*EXERCISE DATA:*
· · · · · · ·
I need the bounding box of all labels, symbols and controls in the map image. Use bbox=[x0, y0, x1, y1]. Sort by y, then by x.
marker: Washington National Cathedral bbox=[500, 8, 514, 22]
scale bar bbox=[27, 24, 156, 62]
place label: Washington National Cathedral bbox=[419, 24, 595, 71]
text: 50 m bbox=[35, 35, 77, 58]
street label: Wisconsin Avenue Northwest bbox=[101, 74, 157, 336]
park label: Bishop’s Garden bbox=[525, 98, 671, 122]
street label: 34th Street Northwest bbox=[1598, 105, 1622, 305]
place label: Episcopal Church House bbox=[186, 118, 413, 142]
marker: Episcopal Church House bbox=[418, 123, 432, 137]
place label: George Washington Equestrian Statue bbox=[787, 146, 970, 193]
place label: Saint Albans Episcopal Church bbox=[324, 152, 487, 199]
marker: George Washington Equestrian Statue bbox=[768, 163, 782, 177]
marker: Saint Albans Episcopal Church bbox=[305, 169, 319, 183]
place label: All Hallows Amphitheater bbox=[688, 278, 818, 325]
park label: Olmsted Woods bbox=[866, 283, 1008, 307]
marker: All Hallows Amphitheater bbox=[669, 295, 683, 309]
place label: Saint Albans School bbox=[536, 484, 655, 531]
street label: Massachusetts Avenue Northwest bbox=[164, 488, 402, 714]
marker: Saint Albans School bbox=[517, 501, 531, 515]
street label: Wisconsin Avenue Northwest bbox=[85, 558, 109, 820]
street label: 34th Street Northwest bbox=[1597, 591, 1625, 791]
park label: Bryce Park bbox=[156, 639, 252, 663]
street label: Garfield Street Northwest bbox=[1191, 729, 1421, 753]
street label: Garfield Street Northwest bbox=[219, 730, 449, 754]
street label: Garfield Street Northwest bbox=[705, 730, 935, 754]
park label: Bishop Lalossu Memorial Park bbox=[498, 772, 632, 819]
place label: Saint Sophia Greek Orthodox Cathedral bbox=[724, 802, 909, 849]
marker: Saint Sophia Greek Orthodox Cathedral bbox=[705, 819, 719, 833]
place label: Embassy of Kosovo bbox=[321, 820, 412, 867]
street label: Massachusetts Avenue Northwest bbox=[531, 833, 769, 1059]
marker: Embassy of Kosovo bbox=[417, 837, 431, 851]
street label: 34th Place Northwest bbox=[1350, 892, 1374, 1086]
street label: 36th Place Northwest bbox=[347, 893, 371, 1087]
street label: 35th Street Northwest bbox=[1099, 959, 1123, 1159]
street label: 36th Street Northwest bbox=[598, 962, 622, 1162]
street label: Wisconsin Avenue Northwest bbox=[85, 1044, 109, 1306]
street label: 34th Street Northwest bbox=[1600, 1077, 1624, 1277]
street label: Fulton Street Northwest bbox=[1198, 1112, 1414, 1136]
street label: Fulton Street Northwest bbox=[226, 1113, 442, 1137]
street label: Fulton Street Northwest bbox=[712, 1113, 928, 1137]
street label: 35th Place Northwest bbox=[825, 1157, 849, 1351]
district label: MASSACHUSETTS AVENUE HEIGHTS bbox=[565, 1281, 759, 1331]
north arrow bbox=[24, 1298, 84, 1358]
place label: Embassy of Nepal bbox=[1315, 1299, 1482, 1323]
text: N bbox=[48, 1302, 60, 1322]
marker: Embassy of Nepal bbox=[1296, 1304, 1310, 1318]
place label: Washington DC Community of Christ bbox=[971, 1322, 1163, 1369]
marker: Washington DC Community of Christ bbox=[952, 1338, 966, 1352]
· · · · · · ·
*EXERCISE:* For this exercise, output all the data exactly as shown above.

*OUTPUT:*
I need the bounding box of all labels, symbols and controls in the map image. Use bbox=[x0, y0, x1, y1]. Sort by y, then by x.
marker: Washington National Cathedral bbox=[500, 8, 514, 22]
scale bar bbox=[27, 24, 156, 62]
place label: Washington National Cathedral bbox=[419, 24, 595, 71]
text: 50 m bbox=[35, 35, 77, 58]
street label: Wisconsin Avenue Northwest bbox=[101, 74, 157, 336]
park label: Bishop’s Garden bbox=[525, 98, 671, 122]
street label: 34th Street Northwest bbox=[1598, 105, 1622, 305]
place label: Episcopal Church House bbox=[186, 118, 413, 142]
marker: Episcopal Church House bbox=[418, 123, 432, 137]
place label: George Washington Equestrian Statue bbox=[787, 146, 970, 193]
place label: Saint Albans Episcopal Church bbox=[324, 152, 487, 199]
marker: George Washington Equestrian Statue bbox=[768, 163, 782, 177]
marker: Saint Albans Episcopal Church bbox=[305, 169, 319, 183]
place label: All Hallows Amphitheater bbox=[688, 278, 818, 325]
park label: Olmsted Woods bbox=[866, 283, 1008, 307]
marker: All Hallows Amphitheater bbox=[669, 295, 683, 309]
place label: Saint Albans School bbox=[536, 484, 655, 531]
street label: Massachusetts Avenue Northwest bbox=[164, 488, 402, 714]
marker: Saint Albans School bbox=[517, 501, 531, 515]
street label: Wisconsin Avenue Northwest bbox=[85, 558, 109, 820]
street label: 34th Street Northwest bbox=[1597, 591, 1625, 791]
park label: Bryce Park bbox=[156, 639, 252, 663]
street label: Garfield Street Northwest bbox=[1191, 729, 1421, 753]
street label: Garfield Street Northwest bbox=[219, 730, 449, 754]
street label: Garfield Street Northwest bbox=[705, 730, 935, 754]
park label: Bishop Lalossu Memorial Park bbox=[498, 772, 632, 819]
place label: Saint Sophia Greek Orthodox Cathedral bbox=[724, 802, 909, 849]
marker: Saint Sophia Greek Orthodox Cathedral bbox=[705, 819, 719, 833]
place label: Embassy of Kosovo bbox=[321, 820, 412, 867]
street label: Massachusetts Avenue Northwest bbox=[531, 833, 769, 1059]
marker: Embassy of Kosovo bbox=[417, 837, 431, 851]
street label: 34th Place Northwest bbox=[1350, 892, 1374, 1086]
street label: 36th Place Northwest bbox=[347, 893, 371, 1087]
street label: 35th Street Northwest bbox=[1099, 959, 1123, 1159]
street label: 36th Street Northwest bbox=[598, 962, 622, 1162]
street label: Wisconsin Avenue Northwest bbox=[85, 1044, 109, 1306]
street label: 34th Street Northwest bbox=[1600, 1077, 1624, 1277]
street label: Fulton Street Northwest bbox=[1198, 1112, 1414, 1136]
street label: Fulton Street Northwest bbox=[226, 1113, 442, 1137]
street label: Fulton Street Northwest bbox=[712, 1113, 928, 1137]
street label: 35th Place Northwest bbox=[825, 1157, 849, 1351]
district label: MASSACHUSETTS AVENUE HEIGHTS bbox=[565, 1281, 759, 1331]
north arrow bbox=[24, 1298, 84, 1358]
place label: Embassy of Nepal bbox=[1315, 1299, 1482, 1323]
text: N bbox=[48, 1302, 60, 1322]
marker: Embassy of Nepal bbox=[1296, 1304, 1310, 1318]
place label: Washington DC Community of Christ bbox=[971, 1322, 1163, 1369]
marker: Washington DC Community of Christ bbox=[952, 1338, 966, 1352]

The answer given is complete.